A cluster config file allows you to specify cluster submission parameters outside the Snakefile.
The cluster config is a JSON- or YAML-formatted file that contains objects that match names of rules in the Snakefile.
The parameters in the cluster config are then accessed by the cluster.*
wildcard when you are submitting jobs.
Note that a workflow shall never depend on a cluster configuration, because this would limit its portability.
Therefore, it is also not intended to access the cluster configuration from within the workflow.
For example, say that you have the following Snakefile:
rule all:
input: "input1.txt", "input2.txt"
rule compute1:
output: "input1.txt"
shell: "touch input1.txt"
rule compute2:
output: "input2.txt"
shell: "touch input2.txt"
This Snakefile can then be configured by a corresponding cluster config, say “cluster.json”:
{
"__default__" :
{
"account" : "my account",
"time" : "00:15:00",
"n" : 1,
"partition" : "core"
},
"compute1" :
{
"time" : "00:20:00"
}
}
Any string in the cluster configuration can be formatted in the same way as shell commands, e.g. {rule}.{wildcards.sample}
is formatted to a.xy
if the rulename is a
and the wildcard value is xy
.
Here __default__
is a special object that specifies default parameters, these will be inherited by the other configuration objects. The compute1
object here changes the time
parameter, but keeps the other parameters from __default__
. The rule compute2
does not have any configuration, and will therefore use the default configuration. You can then run the Snakefile with the following command on a SLURM system.
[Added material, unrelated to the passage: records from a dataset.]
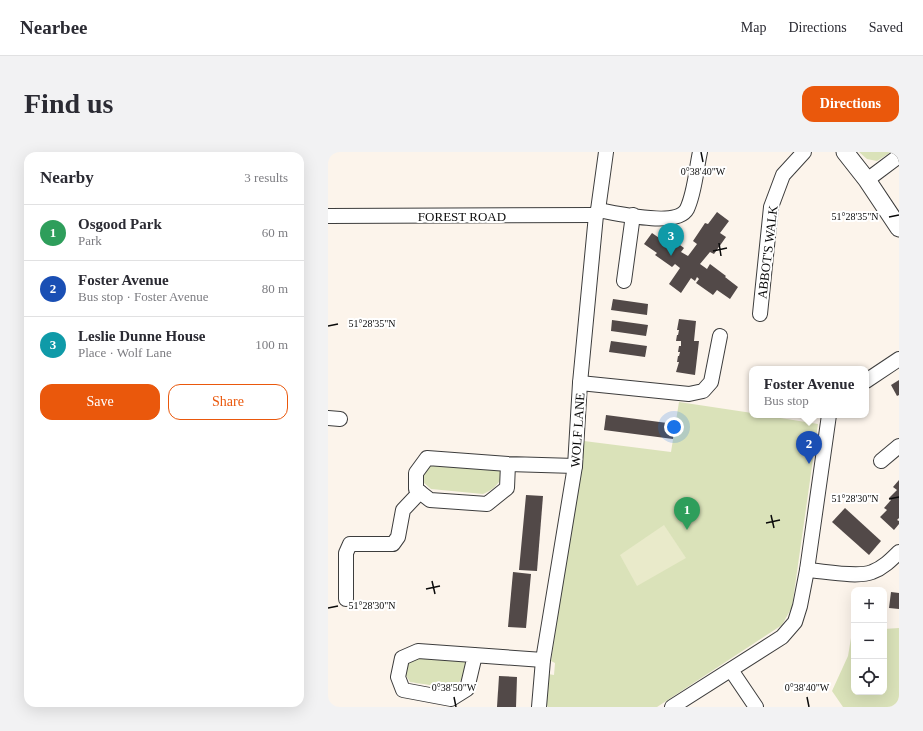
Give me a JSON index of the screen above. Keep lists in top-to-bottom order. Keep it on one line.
{"streets":{"street":["FOREST ROAD","ABBOT'S WALK","WOLF LANE"]},"crossings":[["FOREST ROAD","WOLF LANE"]],"page":{"header":"Nearbee","nav":["Map","Directions","Saved"],"buttons":["Directions",["Save","Share"]],"title":"Find us","heading":["Nearby","3 results"],"list":[{"mark":"1","name":"Osgood Park","note":"Park","value":"60 m"},{"mark":"2","name":"Foster Avenue","note":"Bus stop · Foster Avenue","value":"80 m"},{"mark":"3","name":"Leslie Dunne House","note":"Place · Wolf Lane","value":"100 m"}],"pins":["3","2","1"],"popup":["Foster Avenue","Bus stop"],"map_buttons":["+","−"]},"coordinates":["0°38'40\"W","51°28'35\"N","51°28'30\"N","0°38'50\"W"]}
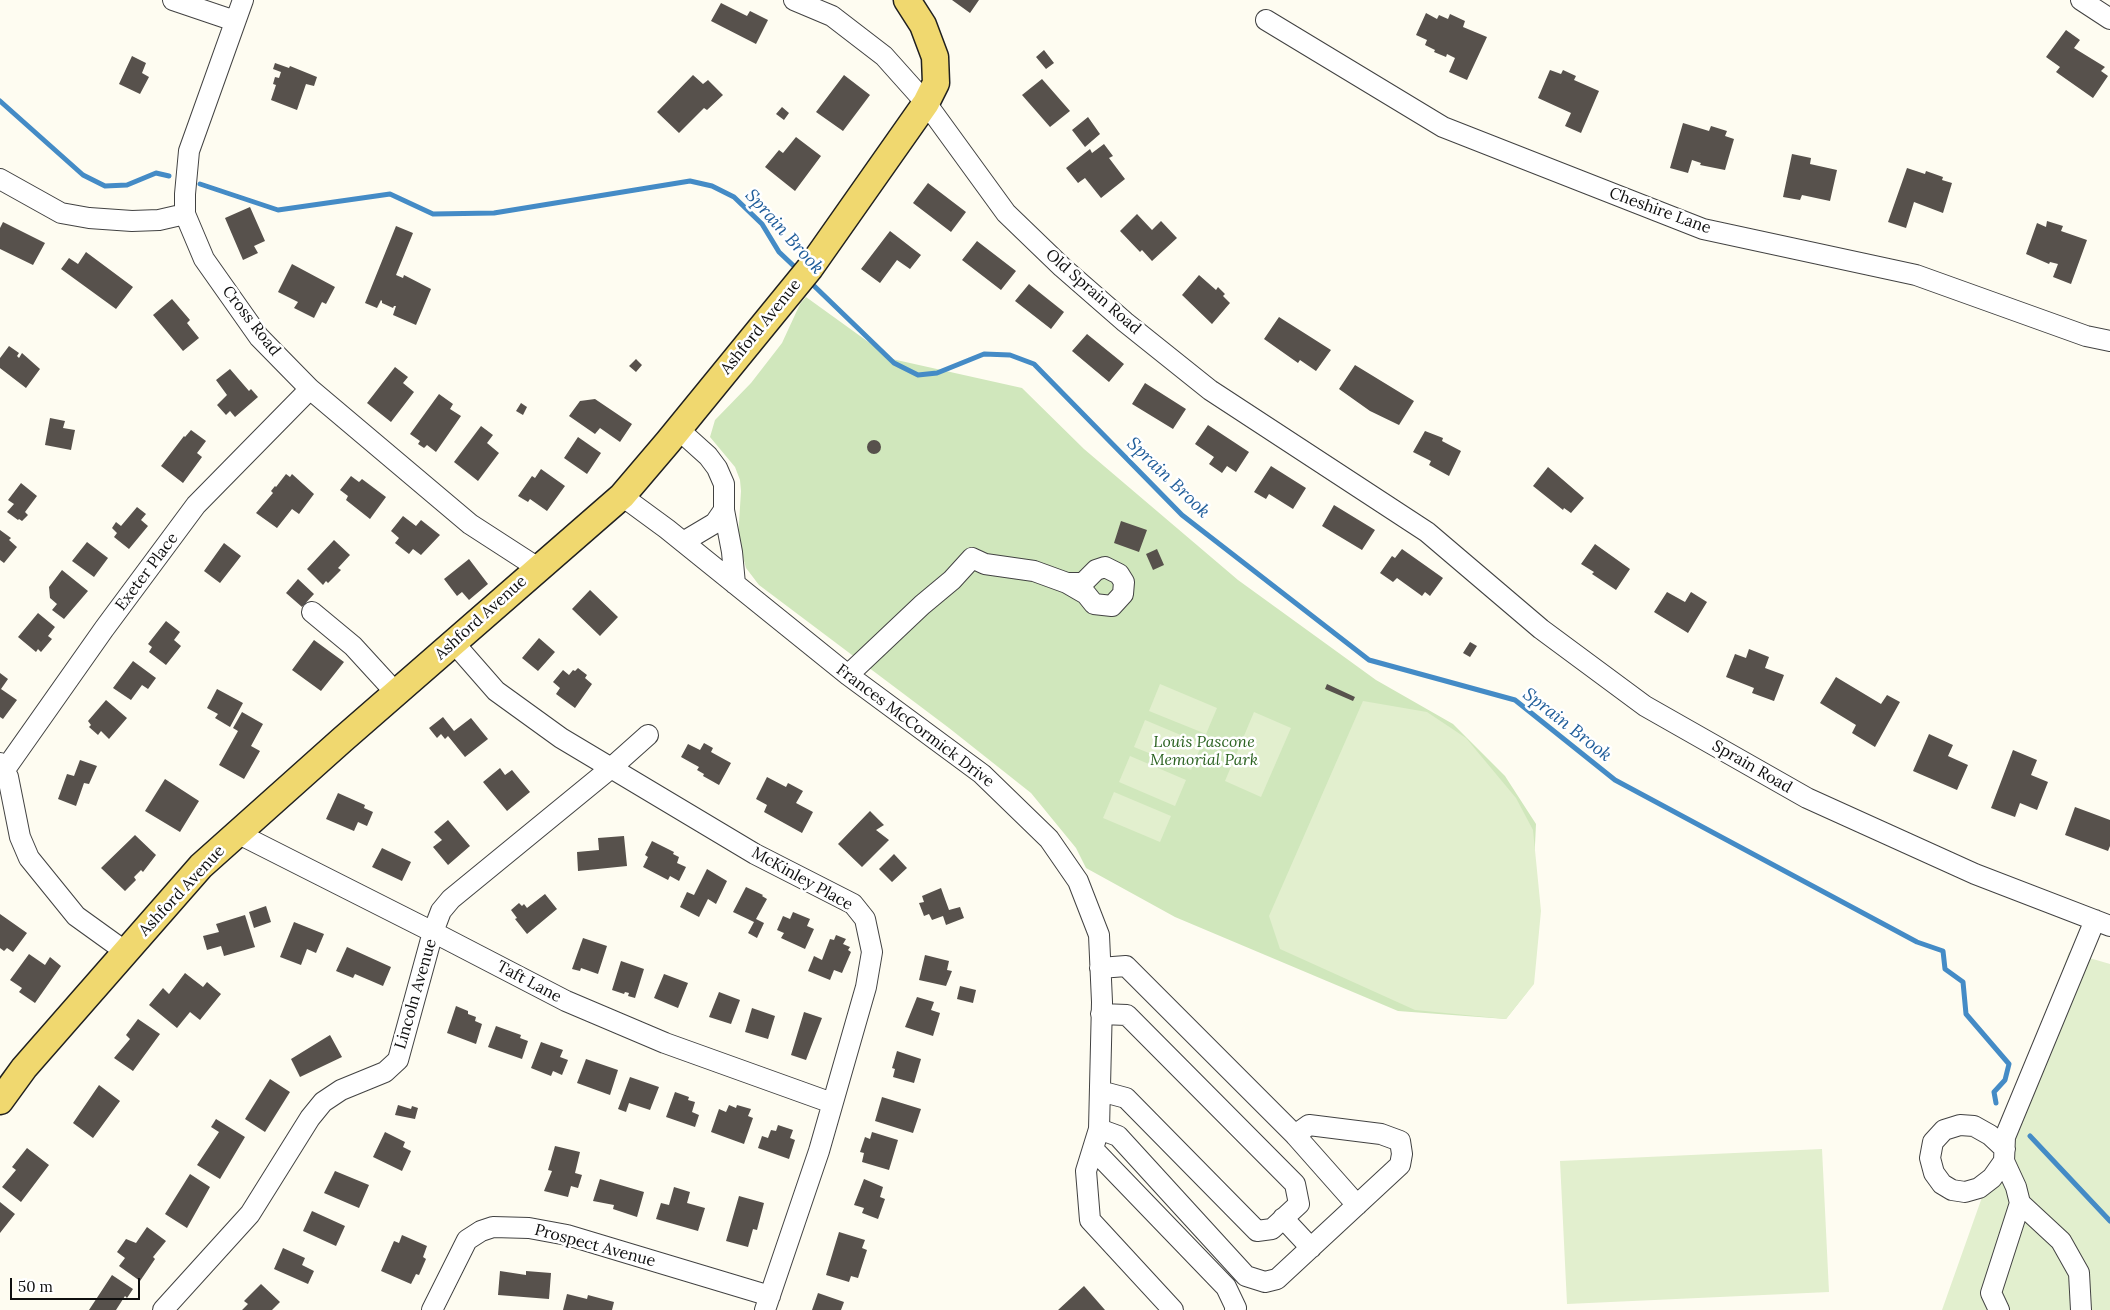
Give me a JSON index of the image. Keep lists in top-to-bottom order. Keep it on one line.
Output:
{"streets":{"main road":["Ashford Avenue"],"street":["Cheshire Lane","Old Sprain Road","Cross Road","Exeter Place","Frances McCormick Drive","Sprain Road","McKinley Place","Taft Lane","Lincoln Avenue","Prospect Avenue"]},"crossings":[["Old Sprain Road","Ashford Avenue"],["Old Sprain Road","Sprain Road"],["Cross Road","Ashford Avenue"],["Cross Road","Exeter Place"],["Ashford Avenue","Frances McCormick Drive"],["Ashford Avenue","McKinley Place"],["Ashford Avenue","Taft Lane"],["McKinley Place","Taft Lane"],["McKinley Place","Lincoln Avenue"],["McKinley Place","Prospect Avenue"],["Taft Lane","Lincoln Avenue"]],"water":["Sprain Brook"],"parks":["Louis Pascone Memorial Park"],"scale_bar":"50 m"}
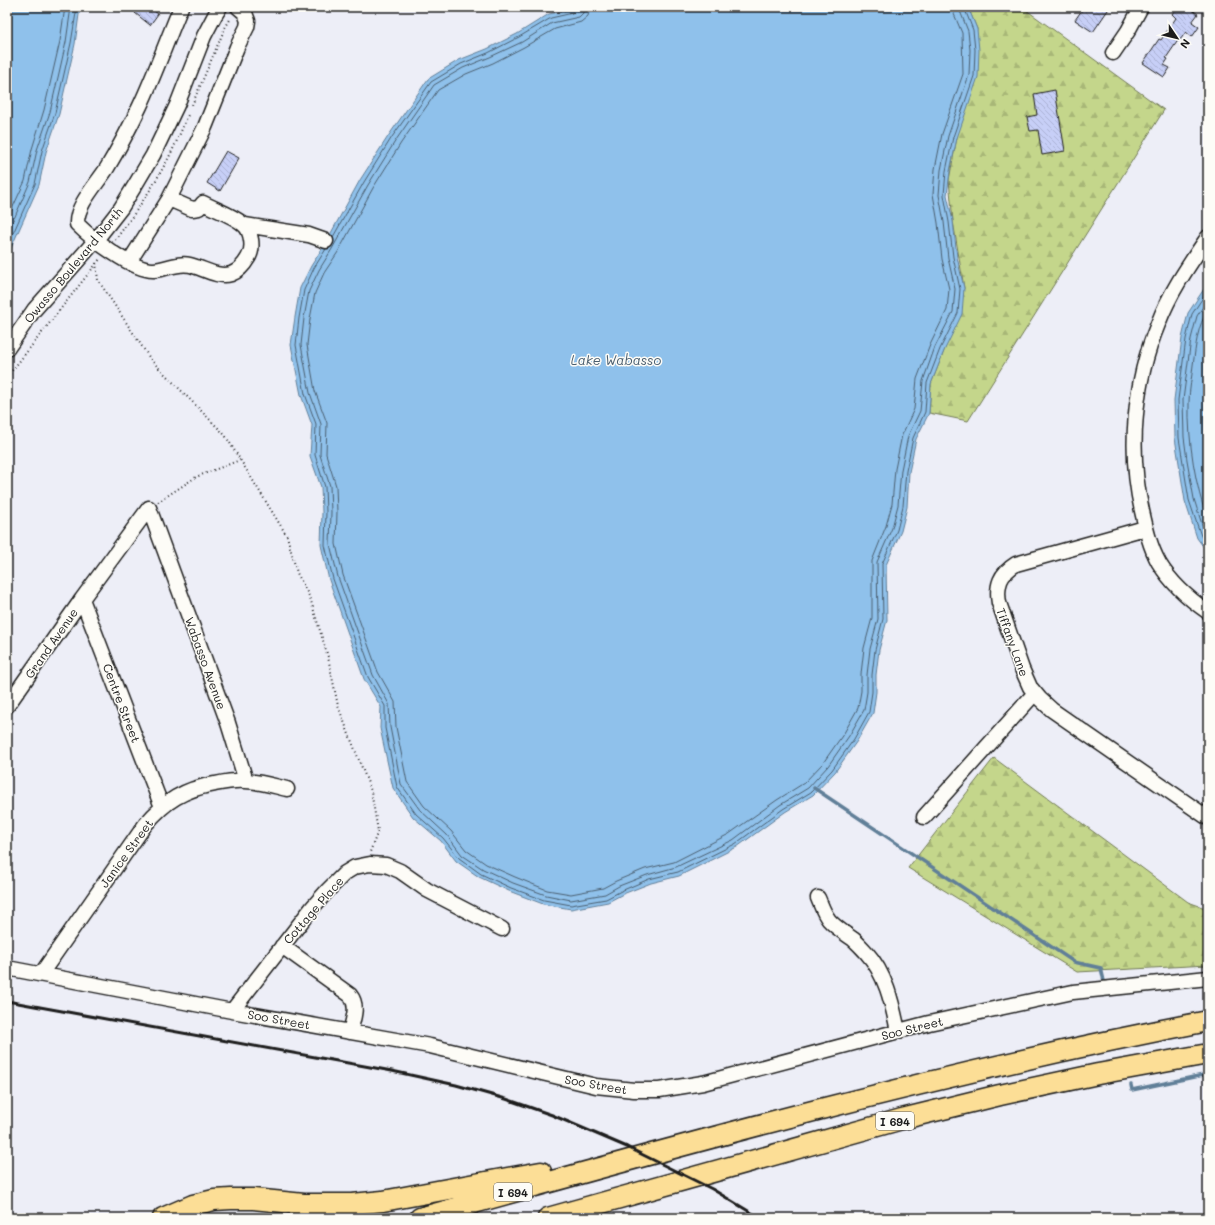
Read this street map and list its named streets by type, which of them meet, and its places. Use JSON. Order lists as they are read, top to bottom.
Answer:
{
  "streets": {
    "highway": ["I 694"],
    "street": [
      "Owasso Boulevard North",
      "Tiffany Lane",
      "Grand Avenue",
      "Wabasso Avenue",
      "Centre Street",
      "Janice Street",
      "Cottage Place",
      "Soo Street"
    ]
  },
  "crossings": [
    ["Grand Avenue", "Wabasso Avenue"],
    ["Grand Avenue", "Centre Street"],
    ["Wabasso Avenue", "Janice Street"],
    ["Centre Street", "Janice Street"],
    ["Janice Street", "Soo Street"],
    ["Cottage Place", "Soo Street"]
  ],
  "water": ["Lake Wabasso"],
  "north": "bottom right"
}
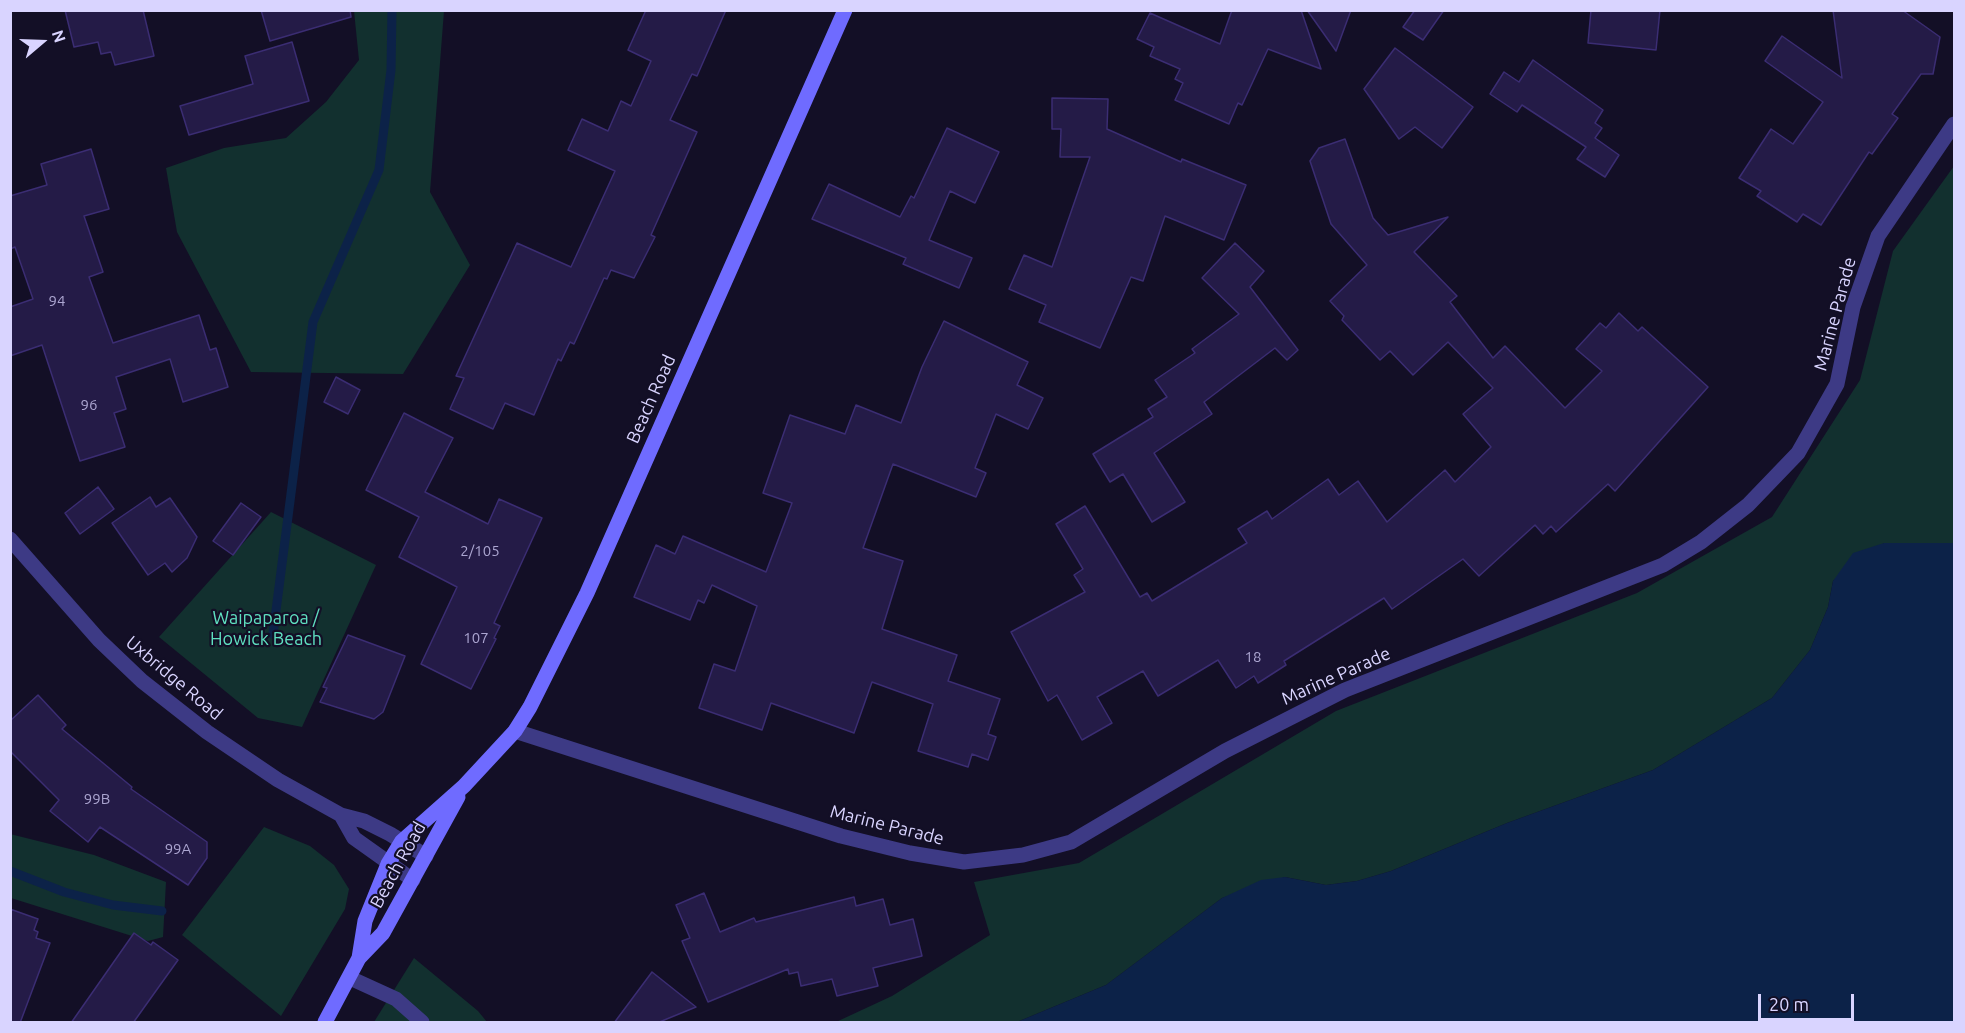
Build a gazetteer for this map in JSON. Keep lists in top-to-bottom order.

$ snakemake -j 999 --cluster-config cluster.json --cluster "sbatch -A {cluster.account} -p {cluster.partition} -n {cluster.n} -t {cluster.time}"
For cluster systems using LSF/BSUB, a cluster config may look like this:
{
"__default__" :
{
"queue" : "medium_priority",
"nCPUs" : "16",
"memory" : 20000,
"resources" : "\"select[mem>20000] rusage[mem=20000] span[hosts=1]\"",
"name" : "JOBNAME.{rule}.{wildcards}",
"output" : "logs/cluster/{rule}.{wildcards}.out",
"error" : "logs/cluster/{rule}.{wildcards}.err"
},
"trimming_PE" :
{
"memory" : 30000,
"resources" : "\"select[mem>30000] rusage[mem=30000] span[hosts=1]\"",
}
}
The advantage of this setup is that it is already pretty general by exploiting the wildcard possibilities that Snakemake provides via {rule}
and {wildcards}
. So job names, output and error files all have reasonable and trackable default names, only the directies (logs/cluster
) and job names (JOBNAME
) have to adjusted accordingly.
If a rule named bamCoverage
is executed with the wildcard basename = sample1
, for example, the output and error files will be bamCoverage.basename=sample1.out
and bamCoverage.basename=sample1.err
, respectively.
Configure Working Directory¶
All paths in the snakefile are interpreted relative to the directory snakemake is executed in. This behaviour can be overridden by specifying a workdir in the snakefile:
workdir: "path/to/workdir"
Usually, it is preferred to only set the working directory via the command line, because above directive limits the portability of Snakemake workflows.
Modularization¶
Modularization in Snakemake comes at different levels.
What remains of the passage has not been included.